Suicide moves ‘too little, too late’

THE father of the 28-year-old woman who drowned her two daughters before killing herself says improvements to suicide prevention services in Wexford announced yesterday are just too little, too late.

Suicide moves ‘too little, too late’

“Nothing will bring back my little girl,” said a distraught Eddie Reddy yesterday, just 24 hours after he helped carry his daughter’s remains from their parish church in Barntown to the graveyard outside.

The mother of three could not get access to Wexford’s Ely hospital when she sought help before drowning her daughters, Mikahla, four, and Abby, three, then killing herself on Saturday night. “My Sharon was looking for someone, looking for help, but she couldn’t get it. We will never, ever forget that, for the rest of our lives,” said her father. “The image of her wandering around, looking for someone from which she could get help will be with us for the rest of our lives. When we found out she had called to the hospital and got no one, we were even more shattered. If someone had just even brought her in, sat her down, given her a cup of tea, chatted with her, it might have changed her mind. But there was nobody on and nobody there to help.”

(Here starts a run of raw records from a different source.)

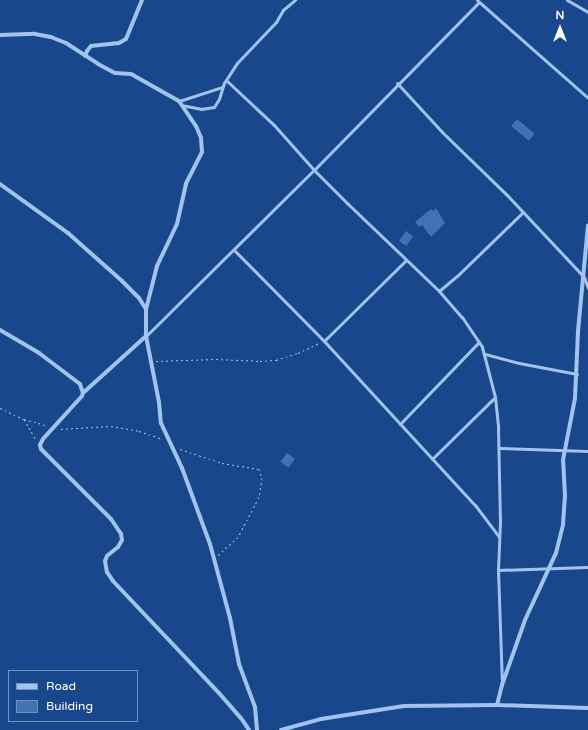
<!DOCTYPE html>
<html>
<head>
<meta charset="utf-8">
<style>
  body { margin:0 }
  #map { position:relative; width:588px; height:730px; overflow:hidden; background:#18488b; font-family:"Varela Round",sans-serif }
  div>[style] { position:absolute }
  .building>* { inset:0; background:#4072b4; transform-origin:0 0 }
  .path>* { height:1px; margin-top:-0.5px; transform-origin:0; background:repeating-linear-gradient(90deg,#a1c3ee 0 2px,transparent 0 5px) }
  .service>* { height:3px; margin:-1.5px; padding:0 1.5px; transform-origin:1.5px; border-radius:1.5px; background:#a1c3ee }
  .minor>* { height:4px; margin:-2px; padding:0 2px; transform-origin:2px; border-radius:2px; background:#a1c3ee }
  span { translate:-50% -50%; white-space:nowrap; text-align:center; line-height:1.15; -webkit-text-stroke:4px #18488b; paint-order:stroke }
  .legend { position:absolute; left:8px; top:670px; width:130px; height:52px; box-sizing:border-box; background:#18488b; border:1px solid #7491b9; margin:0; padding:5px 7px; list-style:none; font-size:12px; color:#fff }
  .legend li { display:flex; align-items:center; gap:8px; height:20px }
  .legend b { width:20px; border:1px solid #7491b9 }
  .north { position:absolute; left:540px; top:8px; width:40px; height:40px; -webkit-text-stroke:3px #18488b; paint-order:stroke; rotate:0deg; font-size:11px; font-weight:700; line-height:16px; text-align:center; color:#fff }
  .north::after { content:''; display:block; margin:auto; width:14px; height:18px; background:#fff; clip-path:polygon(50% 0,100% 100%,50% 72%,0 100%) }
</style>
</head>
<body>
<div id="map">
  <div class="building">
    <div style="left:517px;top:119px;width:23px;height:9px;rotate:40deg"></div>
    <div style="clip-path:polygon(436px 208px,445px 223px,431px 237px,422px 225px,419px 227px,415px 222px,431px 209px,433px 211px)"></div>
    <div style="left:406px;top:231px;width:9px;height:12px;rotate:36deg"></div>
    <div style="left:287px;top:453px;width:10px;height:11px;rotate:37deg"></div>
  </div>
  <div class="path">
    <div style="left:156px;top:361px;width:60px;rotate:-1.9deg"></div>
    <div style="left:216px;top:359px;width:44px;rotate:2.6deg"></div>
    <div style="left:260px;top:361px;width:16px;rotate:-4deg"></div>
    <div style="left:276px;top:360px;width:23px;rotate:-18deg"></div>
    <div style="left:298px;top:353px;width:23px;rotate:-25deg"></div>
    <div style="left:0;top:408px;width:26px;rotate:25deg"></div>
    <div style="left:24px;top:419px;width:25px;rotate:16deg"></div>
    <div style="left:24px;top:419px;width:24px;rotate:60deg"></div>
    <div style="left:61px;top:429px;width:50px;rotate:-3.4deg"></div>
    <div style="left:111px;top:426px;width:28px;rotate:10deg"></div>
    <div style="left:139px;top:431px;width:24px;rotate:19deg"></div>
    <div style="left:180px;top:449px;width:44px;rotate:18.4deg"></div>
    <div style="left:222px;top:463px;width:37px;rotate:9deg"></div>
    <div style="left:259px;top:469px;width:9px;rotate:72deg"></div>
    <div style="left:262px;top:478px;width:19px;rotate:99deg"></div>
    <div style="left:259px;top:497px;width:45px;rotate:117.7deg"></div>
    <div style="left:238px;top:537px;width:27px;rotate:138deg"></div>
  </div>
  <div class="service">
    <div style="left:477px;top:0;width:148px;rotate:41.4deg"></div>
    <div style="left:567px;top:0;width:24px;rotate:30deg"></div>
    <div style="left:226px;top:80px;width:66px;rotate:43.2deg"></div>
    <div style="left:274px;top:125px;width:60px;rotate:48.4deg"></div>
    <div style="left:314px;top:170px;width:47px;rotate:45deg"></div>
    <div style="left:347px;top:203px;width:127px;rotate:43.7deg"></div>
    <div style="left:439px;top:291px;width:35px;rotate:49deg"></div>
    <div style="left:462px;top:317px;width:36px;rotate:56deg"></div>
    <div style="left:482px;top:347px;width:52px;rotate:75.4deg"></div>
    <div style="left:495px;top:397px;width:31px;rotate:84deg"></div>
    <div style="left:498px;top:428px;width:94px;rotate:88.8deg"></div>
    <div style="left:500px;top:522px;width:48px;rotate:92.4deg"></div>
    <div style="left:498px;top:570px;width:113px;rotate:88deg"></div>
    <div style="left:397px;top:83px;width:67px;rotate:47.4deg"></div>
    <div style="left:442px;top:132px;width:91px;rotate:44.1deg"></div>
    <div style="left:507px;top:195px;width:112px;rotate:46.8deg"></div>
    <div style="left:584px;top:277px;width:12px;rotate:70deg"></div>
    <div style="left:179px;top:101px;width:45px;rotate:-18deg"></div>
    <div style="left:181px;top:105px;width:20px;rotate:11deg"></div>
    <div style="left:201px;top:109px;width:13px;rotate:-9deg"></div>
    <div style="left:214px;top:107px;width:9px;rotate:-58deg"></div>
    <div style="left:219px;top:99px;width:17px;rotate:-73deg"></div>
    <div style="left:224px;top:83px;width:24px;rotate:-57deg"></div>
    <div style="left:237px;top:63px;width:57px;rotate:-46.4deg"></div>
    <div style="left:276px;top:22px;width:14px;rotate:-60deg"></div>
    <div style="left:283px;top:10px;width:16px;rotate:-40deg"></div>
    <div style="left:234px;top:250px;width:128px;rotate:45.3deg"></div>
    <div style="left:324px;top:341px;width:223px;rotate:47.4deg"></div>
    <div style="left:475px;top:505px;width:40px;rotate:53deg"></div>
    <div style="left:439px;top:291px;width:23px;rotate:-40deg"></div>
    <div style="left:457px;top:276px;width:92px;rotate:-44.1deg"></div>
    <div style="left:146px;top:336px;width:236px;rotate:-44.7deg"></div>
    <div style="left:314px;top:170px;width:235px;rotate:-45.5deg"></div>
    <div style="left:324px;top:341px;width:115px;rotate:-44.6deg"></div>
    <div style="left:485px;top:354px;width:35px;rotate:15deg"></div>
    <div style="left:519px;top:363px;width:59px;rotate:10.7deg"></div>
    <div style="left:400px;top:424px;width:114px;rotate:-46.1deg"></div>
    <div style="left:499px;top:448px;width:89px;rotate:1.9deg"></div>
    <div style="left:432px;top:459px;width:88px;rotate:-44.5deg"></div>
    <div style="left:498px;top:570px;width:90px;rotate:-1.9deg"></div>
  </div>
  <div class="minor">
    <div style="left:0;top:35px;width:35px;rotate:-2deg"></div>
    <div style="left:35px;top:34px;width:16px;rotate:11deg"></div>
    <div style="left:51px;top:37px;width:16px;rotate:22deg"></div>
    <div style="left:66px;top:43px;width:38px;rotate:33deg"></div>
    <div style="left:98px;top:64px;width:19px;rotate:28deg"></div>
    <div style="left:115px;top:73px;width:16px;rotate:4deg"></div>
    <div style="left:131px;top:74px;width:55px;rotate:29.4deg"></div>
    <div style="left:179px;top:101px;width:30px;rotate:56deg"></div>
    <div style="left:196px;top:126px;width:13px;rotate:67deg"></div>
    <div style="left:201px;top:138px;width:14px;rotate:86deg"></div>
    <div style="left:202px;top:152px;width:36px;rotate:117deg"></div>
    <div style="left:186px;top:184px;width:41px;rotate:102.7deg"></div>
    <div style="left:177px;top:224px;width:47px;rotate:115.5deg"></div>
    <div style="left:157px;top:266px;width:44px;rotate:104.3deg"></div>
    <div style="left:146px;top:309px;width:27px;rotate:90deg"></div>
    <div style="left:146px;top:336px;width:67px;rotate:78.9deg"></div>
    <div style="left:159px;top:402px;width:21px;rotate:85deg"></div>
    <div style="left:161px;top:423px;width:50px;rotate:65deg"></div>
    <div style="left:182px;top:468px;width:81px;rotate:69.8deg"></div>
    <div style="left:210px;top:544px;width:77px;rotate:74.9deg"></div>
    <div style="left:230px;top:618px;width:47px;rotate:78.9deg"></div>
    <div style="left:239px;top:664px;width:46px;rotate:69.6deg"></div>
    <div style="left:255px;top:707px;width:23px;rotate:85deg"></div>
    <div style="left:85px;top:56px;width:5px;rotate:-68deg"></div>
    <div style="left:87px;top:51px;width:6px;rotate:-51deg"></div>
    <div style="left:91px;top:46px;width:28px;rotate:-6deg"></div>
    <div style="left:119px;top:43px;width:8px;rotate:-30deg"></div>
    <div style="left:126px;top:39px;width:42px;rotate:-67.7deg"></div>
    <div style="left:0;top:184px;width:84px;rotate:35.8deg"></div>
    <div style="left:68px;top:233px;width:72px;rotate:41.6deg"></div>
    <div style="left:122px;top:281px;width:24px;rotate:45deg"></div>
    <div style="left:139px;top:298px;width:13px;rotate:58deg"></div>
    <div style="left:0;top:330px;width:45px;rotate:30.5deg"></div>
    <div style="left:39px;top:353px;width:51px;rotate:37.1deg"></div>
    <div style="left:80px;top:384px;width:9px;rotate:72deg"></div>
    <div style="left:83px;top:393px;width:3px;rotate:108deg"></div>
    <div style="left:82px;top:396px;width:58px;rotate:132.2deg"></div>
    <div style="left:43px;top:439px;width:7px;rotate:117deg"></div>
    <div style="left:40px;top:445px;width:4px;rotate:76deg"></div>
    <div style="left:41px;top:449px;width:99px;rotate:45deg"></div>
    <div style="left:111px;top:519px;width:18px;rotate:56deg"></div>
    <div style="left:121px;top:534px;width:6px;rotate:81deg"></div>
    <div style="left:122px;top:540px;width:8px;rotate:120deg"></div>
    <div style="left:118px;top:547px;width:14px;rotate:141deg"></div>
    <div style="left:107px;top:556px;width:5px;rotate:112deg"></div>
    <div style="left:105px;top:561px;width:11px;rotate:80deg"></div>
    <div style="left:107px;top:572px;width:11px;rotate:56deg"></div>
    <div style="left:113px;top:581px;width:154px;rotate:46.6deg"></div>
    <div style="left:219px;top:693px;width:33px;rotate:49deg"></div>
    <div style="left:241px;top:718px;width:14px;rotate:56deg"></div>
    <div style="left:83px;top:393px;width:85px;rotate:-42.1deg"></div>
    <div style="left:497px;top:705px;width:21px;rotate:-76deg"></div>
    <div style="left:502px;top:685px;width:69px;rotate:-70.5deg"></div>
    <div style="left:525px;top:620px;width:74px;rotate:-65.2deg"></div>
    <div style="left:556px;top:553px;width:30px;rotate:-76deg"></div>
    <div style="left:563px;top:524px;width:28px;rotate:-86deg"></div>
    <div style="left:565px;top:496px;width:36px;rotate:-93deg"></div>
    <div style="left:563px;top:460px;width:63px;rotate:-79deg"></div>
    <div style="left:575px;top:398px;width:67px;rotate:-87.4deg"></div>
    <div style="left:578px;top:331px;width:106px;rotate:-84.6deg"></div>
    <div style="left:281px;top:730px;width:41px;rotate:-15.4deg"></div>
    <div style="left:321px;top:719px;width:84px;rotate:-8.9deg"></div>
    <div style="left:404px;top:706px;width:93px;rotate:-0.6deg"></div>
    <div style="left:497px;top:705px;width:91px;rotate:1.9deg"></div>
  </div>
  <ul class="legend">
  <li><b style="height:5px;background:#a1c3ee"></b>Road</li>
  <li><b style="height:11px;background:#4072b4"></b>Building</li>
  </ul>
  <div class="north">N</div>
</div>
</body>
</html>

Seven people, including Sharon and her children, died in the county since Saturday. A 15-year-old boy and a 13-year-old girl, a doctor in his 50s and a farmer in his 70s have also taken their lives in unrelated circumstances.

The Health Services Executive has announced that clinical nurse specialist hours, which were confined to 9am to 5pm from Monday to Friday, are now extended until 1am, seven days a week at the accident and emergency department of Wexford General Hospital, with immediate effect.

But there are no plans to increase cover at Ely Hospital, where Wexford town’s social workers are based. It was to that unit that desperate mother Sharon Grace called on Saturday night last, looking for a social worker. None was on duty.

Social services had been at her home about four miles away the previous day. She left the hospital without protest, before she made her way to Kaats Strand 100 yards away to drown her two daughters, then herself.